Your task is to transcribe the lines from the start of the data below through the line containing "function paint(path, color)", inclusive, exactly as they stand and without the pictures.

*** Opening Data supplied ***

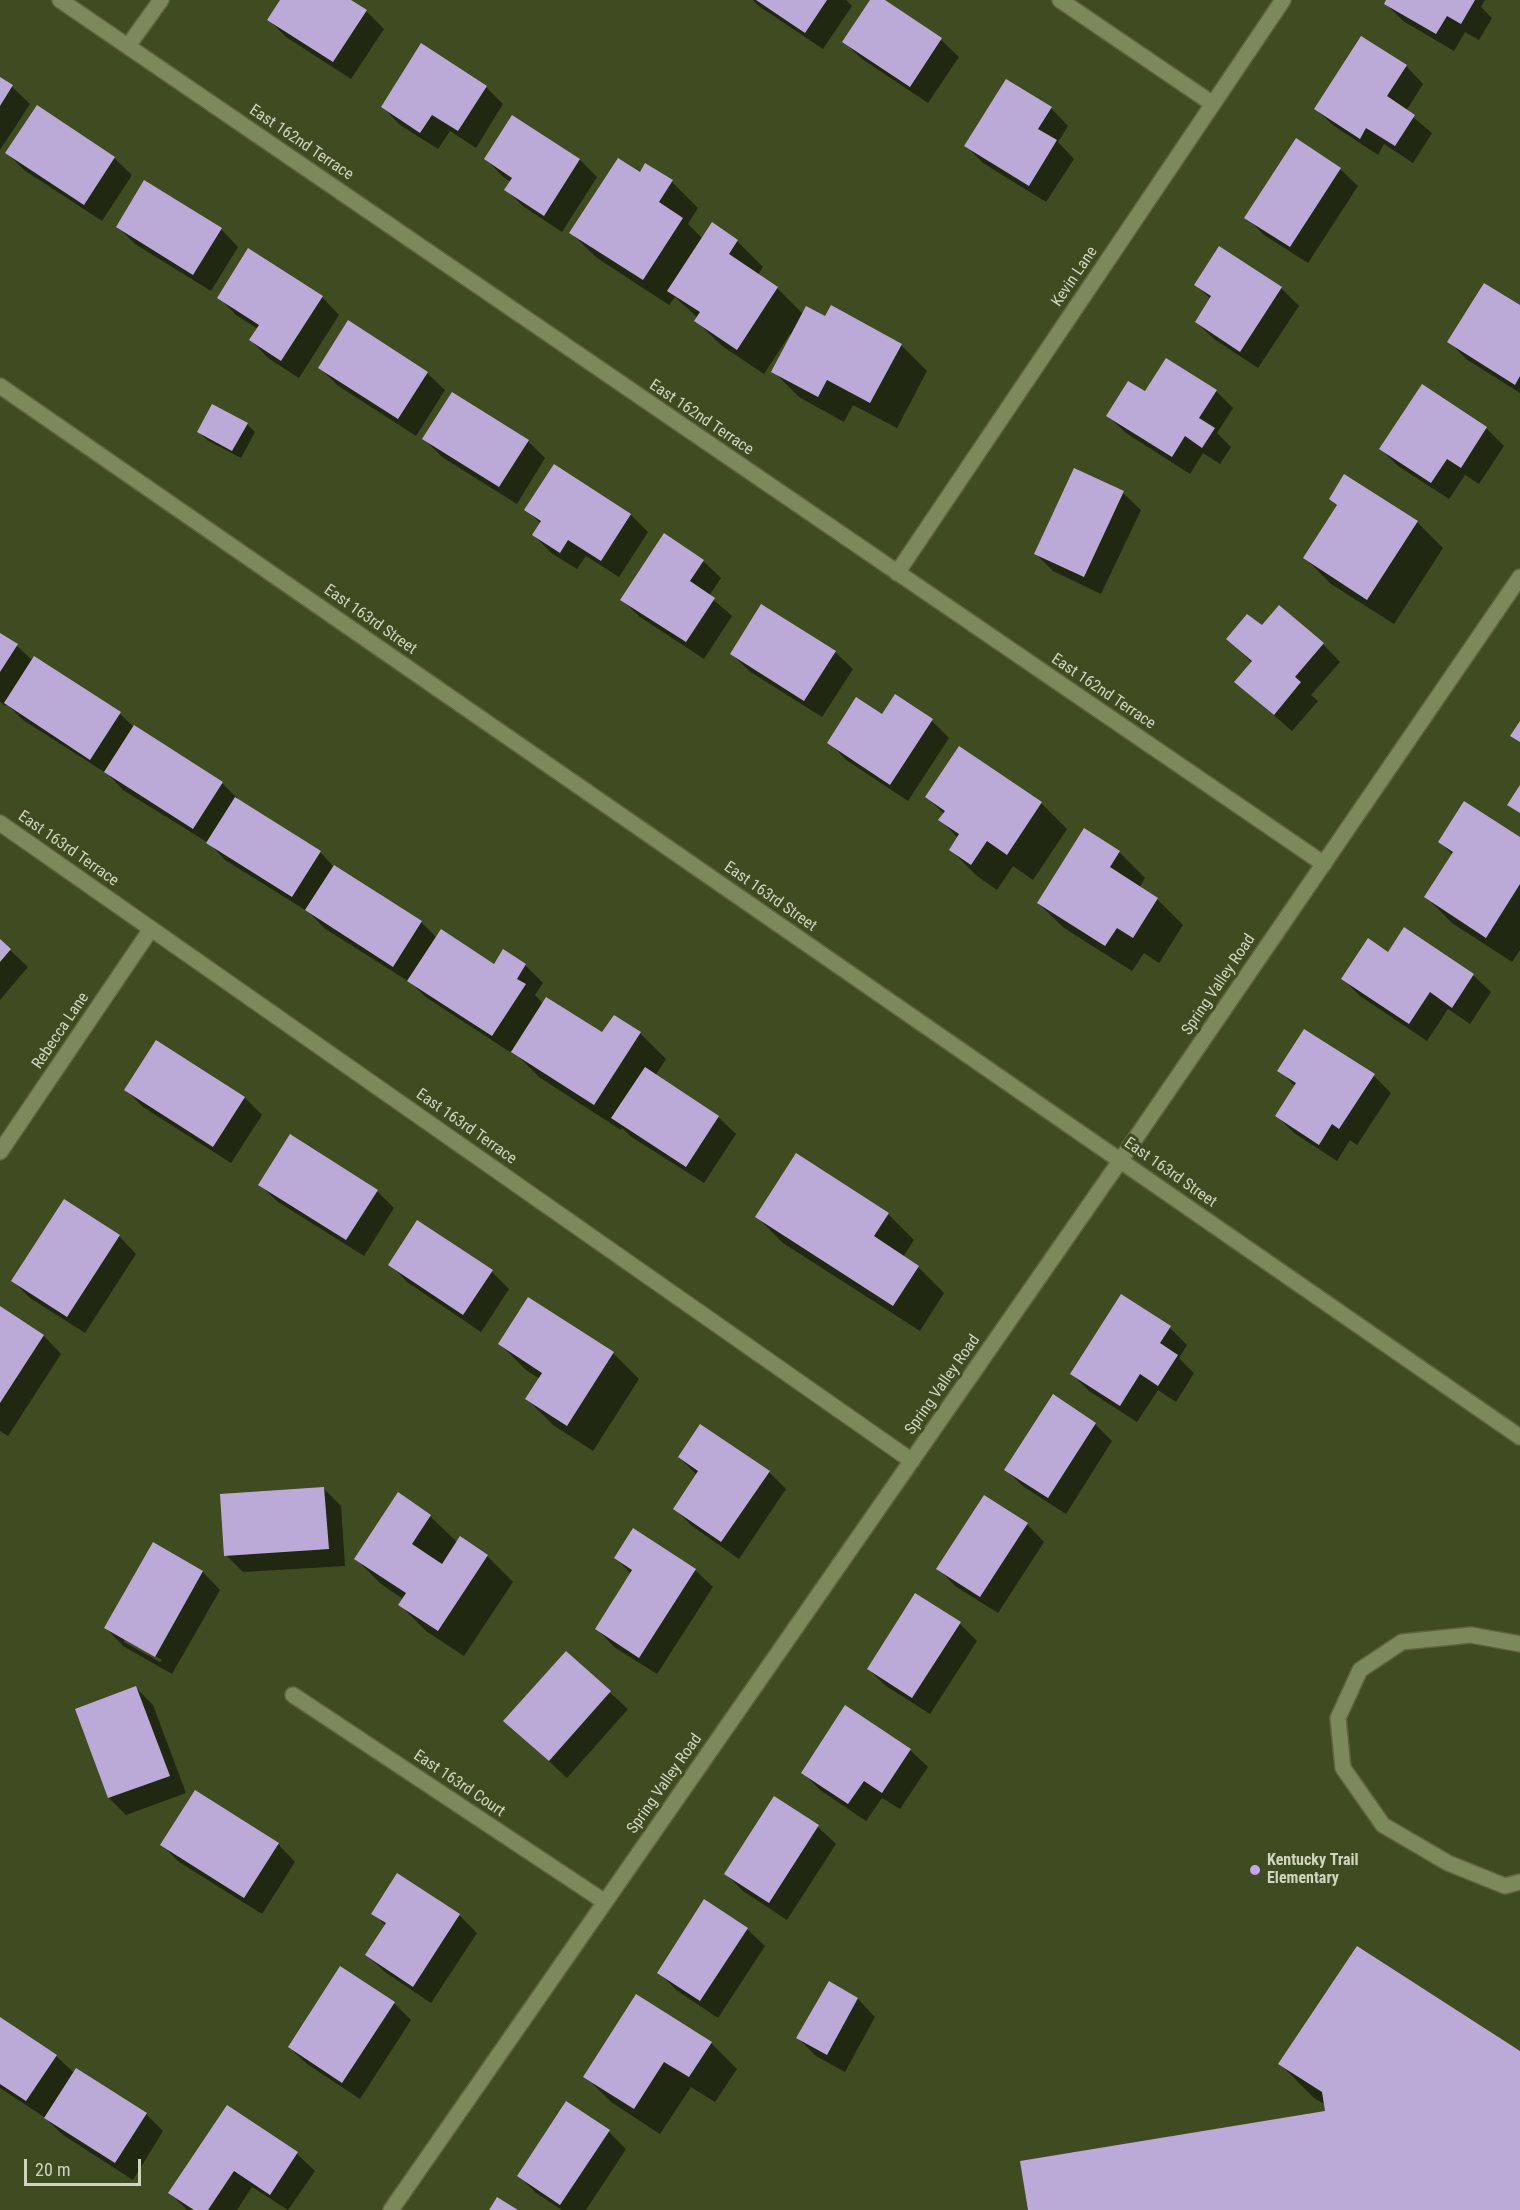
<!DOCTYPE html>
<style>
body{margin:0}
#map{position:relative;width:1520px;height:2210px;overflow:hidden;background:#3f4b20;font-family:"Roboto Condensed",sans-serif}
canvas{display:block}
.scale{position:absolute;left:24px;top:2159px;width:117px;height:27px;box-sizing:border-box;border:3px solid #ced6be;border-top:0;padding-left:8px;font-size:18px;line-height:21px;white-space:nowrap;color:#ced6be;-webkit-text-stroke:4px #3f4b20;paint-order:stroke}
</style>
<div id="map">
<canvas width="1520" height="2210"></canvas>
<div class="scale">20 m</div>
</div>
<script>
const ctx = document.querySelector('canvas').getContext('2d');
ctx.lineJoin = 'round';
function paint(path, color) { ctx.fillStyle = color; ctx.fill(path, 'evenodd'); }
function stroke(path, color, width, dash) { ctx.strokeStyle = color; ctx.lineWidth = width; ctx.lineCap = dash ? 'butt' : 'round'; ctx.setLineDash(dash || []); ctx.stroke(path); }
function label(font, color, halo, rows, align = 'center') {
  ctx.font = font + ' "Roboto Condensed",sans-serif'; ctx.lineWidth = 6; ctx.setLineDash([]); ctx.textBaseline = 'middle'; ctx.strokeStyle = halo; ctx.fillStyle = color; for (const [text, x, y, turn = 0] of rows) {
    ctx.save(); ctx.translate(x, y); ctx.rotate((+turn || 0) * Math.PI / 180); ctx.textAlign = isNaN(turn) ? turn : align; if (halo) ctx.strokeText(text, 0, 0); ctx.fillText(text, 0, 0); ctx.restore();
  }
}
paint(new Path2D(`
 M282,0H348L366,11L384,29L351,79L286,37L269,20Z
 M753,0H846L852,6L823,49L760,7Z
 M872,0H882L941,40L959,57L928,103L862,59L844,42Z
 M1388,0H1485L1481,7L1492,18L1479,40L1465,32L1454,51L1403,21L1386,4Z
 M1406,66L1423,84L1406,111L1432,133L1413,163L1384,144L1378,155L1334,126L1316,109Z
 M0,79L12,87L30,104L0,150Z
 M486,87L503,104L476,148L450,131L438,149L400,125L383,107Z
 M1051,108L1068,126L1058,142L1074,159L1046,202L983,163L966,146Z
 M512,117L580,160L597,177L562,232L524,207L506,190L511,182L503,177L486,159Z
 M7,153L114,158L132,175L102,221L24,170Z
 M645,165L672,182L698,208L688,224L703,239L737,241L763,267L758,275L777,288L803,314L825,318L901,345L927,371L897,428L853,405L844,422L799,397L773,371L792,335L790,334L764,374L722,346L696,321L698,318L675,297L669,305L597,258L571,233L640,174Z
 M1340,169L1358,186L1308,263L1264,235L1246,217Z
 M118,227L221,229L238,247L211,291L135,244Z
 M1220,248L1281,288L1299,306L1258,368L1214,339L1196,322L1211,299L1196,285Z
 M219,297H322L339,315L299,378L268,358L251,340L258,329L236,315Z
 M1520,307V393L1466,359L1449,341Z
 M320,368L427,373L445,390L416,436L337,385Z
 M1422,386L1486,428L1504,446L1479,484L1465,475L1449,499L1398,466L1381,449Z
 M1216,391L1233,408L1217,433L1231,447L1220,464L1203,453L1190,474L1126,433L1108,416L1145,393Z
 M247,424L255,432L241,458L207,440L199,432Z
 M424,439L528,441L545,458L517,504L442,457Z
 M1075,470L1123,493L1141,510L1101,594L1053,571L1036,554Z
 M1330,499L1417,522L1443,548L1394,624L1331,584L1305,558L1338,507Z
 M526,509L631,515L648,532L619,577L586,556L577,569L551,553L534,535L541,524Z
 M703,561L721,578L709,596L732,616L704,659L640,617L622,600Z
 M1262,628L1323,644L1340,662L1311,695L1318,701L1292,731L1236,682L1252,663L1228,639Z
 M0,634L17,646L33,661L35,659L120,714L134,727L222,783L239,800L320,852L333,866L422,923L437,938L494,966L504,951L525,965L543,983L535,995L543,1004L603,1034L640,1033L666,1059L655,1076L718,1117L736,1134L704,1183L630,1136L622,1128L621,1130L539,1077L512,1050L510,1052L427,998L411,983L324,928L310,913L225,860L210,844L123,790L109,775L23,720L7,704L6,706L0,702Z
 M835,652L853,669L822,717L749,671L732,654Z
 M882,716L932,721L949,738L908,801L846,760L829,742Z
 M927,797L1041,803L1067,829L1033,880L1013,866L997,890L977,876L951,850L958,838L940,820L944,814Z
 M1085,830L1119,852L1145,878L1139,888L1157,899L1183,925L1159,963L1144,953L1132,971L1064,928L1038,903Z
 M1520,839V950L1512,962L1452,923L1426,897L1453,855L1440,842Z
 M1405,929L1473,975L1491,992L1470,1024L1448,1009L1427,1041L1360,996L1343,979L1389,954Z
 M0,941L28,967L0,1000Z
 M1305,1031L1374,1076L1391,1093L1357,1145L1350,1140L1337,1161L1294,1133L1277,1116L1296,1087L1279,1070Z
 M157,1042L245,1098L262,1115L231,1163L143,1107L126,1090Z
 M260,1185L377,1191L394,1208L364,1256L278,1202Z
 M888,1214L914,1240L903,1257L918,1267L944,1293L920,1331L783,1243L757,1217Z
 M418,1222L492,1272L509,1289L481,1332L407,1282L390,1264Z
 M119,1236L136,1254L85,1333L30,1298L13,1281Z
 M1122,1296L1170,1328L1187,1345L1179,1358L1194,1373L1176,1402L1158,1390L1137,1422L1089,1391L1072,1374Z
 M0,1308L44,1336L61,1354L8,1436L0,1431Z
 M500,1344L613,1353L639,1379L593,1451L553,1425L527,1399L540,1379L526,1370Z
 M1095,1424L1112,1441L1066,1514L1024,1487L1006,1470Z
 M679,1457L769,1472L786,1489L739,1559L692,1526L675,1509L697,1475Z
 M324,1489L341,1506L345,1566L243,1572L226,1555Z
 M430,1516L458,1543L487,1556L513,1582L464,1656L426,1631L400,1605L403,1599L381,1584L355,1558Z
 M1027,1524L1044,1542L998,1613L955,1586L938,1568Z
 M153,1544L203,1572L220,1590L172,1674L123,1646L106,1628ZM124,1638L162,1660L160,1662L124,1642Z
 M616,1558L695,1570L713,1587L657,1674L614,1647L597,1629L631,1574Z
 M960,1624L977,1641L930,1714L886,1686L868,1669Z
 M566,1653L628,1709L567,1778L506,1721Z
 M136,1688L153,1705L186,1793L126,1815L109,1798Z
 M910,1750L928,1767L900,1809L882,1798L866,1821L820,1790L803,1773Z
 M774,1798L818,1827L836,1844L787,1920L743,1891L726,1874Z
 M278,1844L295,1862L262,1914L179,1862L162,1845Z
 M398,1875L459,1915L477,1933L431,2003L385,1972L367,1955L386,1926L373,1913Z
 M747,1929L765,1946L718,2018L676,1990L659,1972Z
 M829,1983L858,1999L875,2017L845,2072L816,2056L798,2038Z
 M394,2003L411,2020L360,2099L307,2064L289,2047Z
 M0,2019L56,2056L74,2073L146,2114L163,2131L133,2180L63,2135L44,2117L0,2088Z
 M711,2043L737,2069L715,2102L691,2087L660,2134L611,2102L585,2076Z
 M1520,2053V2210H1029L1327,2112L1326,2105L1314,2098L1280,2064Z
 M227,2107L297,2154L315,2171L288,2210L252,2187L237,2210H187L170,2193Z
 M609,2132L626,2149L586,2210H562L536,2193L519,2176Z`), '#0007');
paint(new Path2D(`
 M280,0H351L367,10L333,62L267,20Z
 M756,0H827L805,33Z
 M870,0H885L942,38L910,87L842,42Z
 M1386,0H1475L1461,24L1447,16L1436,34L1384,4Z
 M1361,36L1407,65L1387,96L1415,115L1395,146L1366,128L1360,139L1314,109Z
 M421,43L487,86L458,131L432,115L420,133L381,107Z
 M0,77L13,85L0,106Z
 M1006,79L1052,107L1038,129L1057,140L1029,186L964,146Z
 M37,105L115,157L84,205L5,153Z
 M512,115L580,159L544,216L504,190L512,178L484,159Z
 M1296,138L1341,168L1290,247L1244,218Z
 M618,158L640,172L645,163L673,180L659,202L683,218L643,280L569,233Z
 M144,180L222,228L193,275L116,227Z
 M712,222L738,240L729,254L778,287L737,350L694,321L700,312L667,291Z
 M1219,246L1282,287L1240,352L1195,322L1211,296L1194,285Z
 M248,248L323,296L281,361L249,340L259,325L217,298Z
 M1484,283L1520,305V376L1515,385L1447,342Z
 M831,305L902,344L870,403L827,380L818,397L771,372L806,306L825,316Z
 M348,320L428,372L398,419L318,368Z
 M1166,358L1217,390L1199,418L1215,428L1202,448L1185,436L1172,457L1106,416L1128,381L1145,391Z
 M1422,384L1487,427L1461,468L1447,459L1431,483L1379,449Z
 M452,392L529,440L499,487L422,439Z
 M212,404L248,423L232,451L197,432Z
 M554,464L631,514L601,561L568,540L560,553L532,535L541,521L524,510Z
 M1074,468L1124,491L1084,577L1034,554Z
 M1344,474L1418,521L1367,600L1303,558L1337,505L1329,499Z
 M664,533L704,560L690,581L715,598L686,642L620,600Z
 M761,604L836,651L804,701L730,654Z
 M1279,605L1324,643L1295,677L1301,682L1274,715L1234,682L1252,661L1226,639L1247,614L1262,625Z
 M0,633L18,644L0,672Z
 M34,656L121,712L90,760L4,703Z
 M895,694L933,719L890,785L827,743L856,697L882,714Z
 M1520,721V742L1510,736Z
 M134,725L223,782L193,829L104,772Z
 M959,746L1042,802L1007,855L987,841L971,865L949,850L959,834L938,820L945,811L925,797Z
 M1520,785V813L1507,805Z
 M235,797L321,851L292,897L206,843Z
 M1464,801L1520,837V884L1486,938L1424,897L1453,852L1438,842Z
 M1084,828L1120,851L1110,867L1158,898L1133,938L1117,928L1105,946L1037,903Z
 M334,865L422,921L393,967L305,910Z
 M1404,927L1474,974L1452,1008L1430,992L1409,1024L1341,979L1368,938L1388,952Z
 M441,929L494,964L503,949L526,964L517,979L526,984L492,1036L407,981Z
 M0,939L11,949L0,962Z
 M546,997L602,1032L614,1015L641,1032L594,1105L511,1052Z
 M1304,1029L1375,1074L1339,1129L1332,1124L1319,1145L1275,1116L1296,1083L1277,1071Z
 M156,1040L245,1097L213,1147L124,1090Z
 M645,1067L719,1116L686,1167L611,1118Z
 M290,1134L378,1190L346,1240L258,1185Z
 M796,1153L889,1213L874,1236L919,1266L893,1306L755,1217Z
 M64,1199L120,1235L67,1317L11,1281Z
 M417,1220L493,1270L463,1315L388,1265Z
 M1121,1294L1171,1326L1160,1343L1178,1355L1158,1386L1140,1374L1120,1406L1070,1374Z
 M528,1297L614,1352L567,1426L525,1399L542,1373L498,1344Z
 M0,1306L44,1335L0,1403Z
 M1053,1394L1096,1423L1048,1498L1004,1470Z
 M700,1424L770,1471L721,1542L673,1509L698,1471L678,1457Z
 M324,1487L329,1549L224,1556L220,1494Z
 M398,1492L431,1515L412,1544L442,1564L460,1536L488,1555L438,1631L398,1605L406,1593L354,1559Z
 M984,1495L1028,1523L980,1597L936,1569Z
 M633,1528L696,1569L639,1658L595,1629L632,1570L614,1558Z
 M153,1542L203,1571L155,1657L104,1628Z
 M915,1593L961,1622L912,1698L867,1669Z
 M566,1651L611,1691L549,1761L503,1721Z
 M136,1686L170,1776L108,1798L75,1709Z
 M845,1705L911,1749L882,1793L864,1781L848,1804L801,1773Z
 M195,1790L279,1843L244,1898L160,1845Z
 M774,1796L819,1825L769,1903L724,1874Z
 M397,1873L460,1914L413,1987L365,1955L386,1923L371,1914Z
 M704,1899L748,1928L700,2001L657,1973Z
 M1357,1946L1520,2051V2210H1028L1020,2161L1325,2111L1322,2092L1278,2064Z
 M340,1966L395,2002L342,2083L288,2047Z
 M829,1981L858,1998L827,2055L796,2038Z
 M636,1994L712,2042L689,2077L664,2062L634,2109L583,2077Z
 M0,2017L57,2055L26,2101L0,2084Z
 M76,2068L147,2113L115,2163L44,2118Z
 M566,2101L610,2130L560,2205L517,2176Z
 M227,2105L298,2152L270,2195L234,2171L208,2210H194L168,2193Z
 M497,2197L518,2210H489Z`), '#bbaad7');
const lane = new Path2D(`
 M1520,1644L1471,1635L1402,1642L1360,1670L1338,1718L1343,1768L1383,1825L1448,1863L1505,1886L1520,1882`);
const street = new Path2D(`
 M60,0L1324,864
 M1060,0L1213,104
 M128,46L161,0
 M897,573L1283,0
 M0,823L912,1461
 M0,1152L151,929
 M293,1695L605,1902
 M391,2210L1120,1161L1520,577`);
const secondary = new Path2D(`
 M0,386L1520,1437`);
stroke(lane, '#5c6540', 18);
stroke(street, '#5c6540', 18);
stroke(secondary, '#5c6540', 18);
stroke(lane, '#7b895c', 15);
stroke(street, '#7b895c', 15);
stroke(secondary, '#7b895c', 15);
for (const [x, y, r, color] of [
 [1255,1870,6,"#c4a7f1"]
]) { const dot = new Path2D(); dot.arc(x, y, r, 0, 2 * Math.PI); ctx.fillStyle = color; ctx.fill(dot); stroke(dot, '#3f4b20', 2); }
label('16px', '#ced6be', '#3f4b20', [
 ["East 162nd Terrace",301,143,34],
 ["Kevin Lane",1075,277,-56],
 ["East 162nd Terrace",701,418,34],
 ["East 163rd Street",370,620,35],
 ["East 162nd Terrace",1103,692,34],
 ["East 163rd Terrace",68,849,35],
 ["East 163rd Street",770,897,35],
 ["Spring Valley Road",1219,985,-56],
 ["Rebecca Lane",61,1031,-56],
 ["East 163rd Terrace",466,1127,35],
 ["East 163rd Street",1170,1173,35],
 ["Spring Valley Road",943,1385,-55],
 ["East 163rd Court",459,1784,34],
 ["Spring Valley Road",665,1784,-55]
]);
label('bold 16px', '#ced6be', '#3f4b20', [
 ["Kentucky Trail",1267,1861],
 ["Elementary",1267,1879]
], 'left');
</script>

*** Closing Data supplied ***

Your response:
<!DOCTYPE html>
<style>
body{margin:0}
#map{position:relative;width:1520px;height:2210px;overflow:hidden;background:#3f4b20;font-family:"Roboto Condensed",sans-serif}
canvas{display:block}
.scale{position:absolute;left:24px;top:2159px;width:117px;height:27px;box-sizing:border-box;border:3px solid #ced6be;border-top:0;padding-left:8px;font-size:18px;line-height:21px;white-space:nowrap;color:#ced6be;-webkit-text-stroke:4px #3f4b20;paint-order:stroke}
</style>
<div id="map">
<canvas width="1520" height="2210"></canvas>
<div class="scale">20 m</div>
</div>
<script>
const ctx = document.querySelector('canvas').getContext('2d');
ctx.lineJoin = 'round';
function paint(path, color) { ctx.fillStyle = color; ctx.fill(path, 'evenodd'); }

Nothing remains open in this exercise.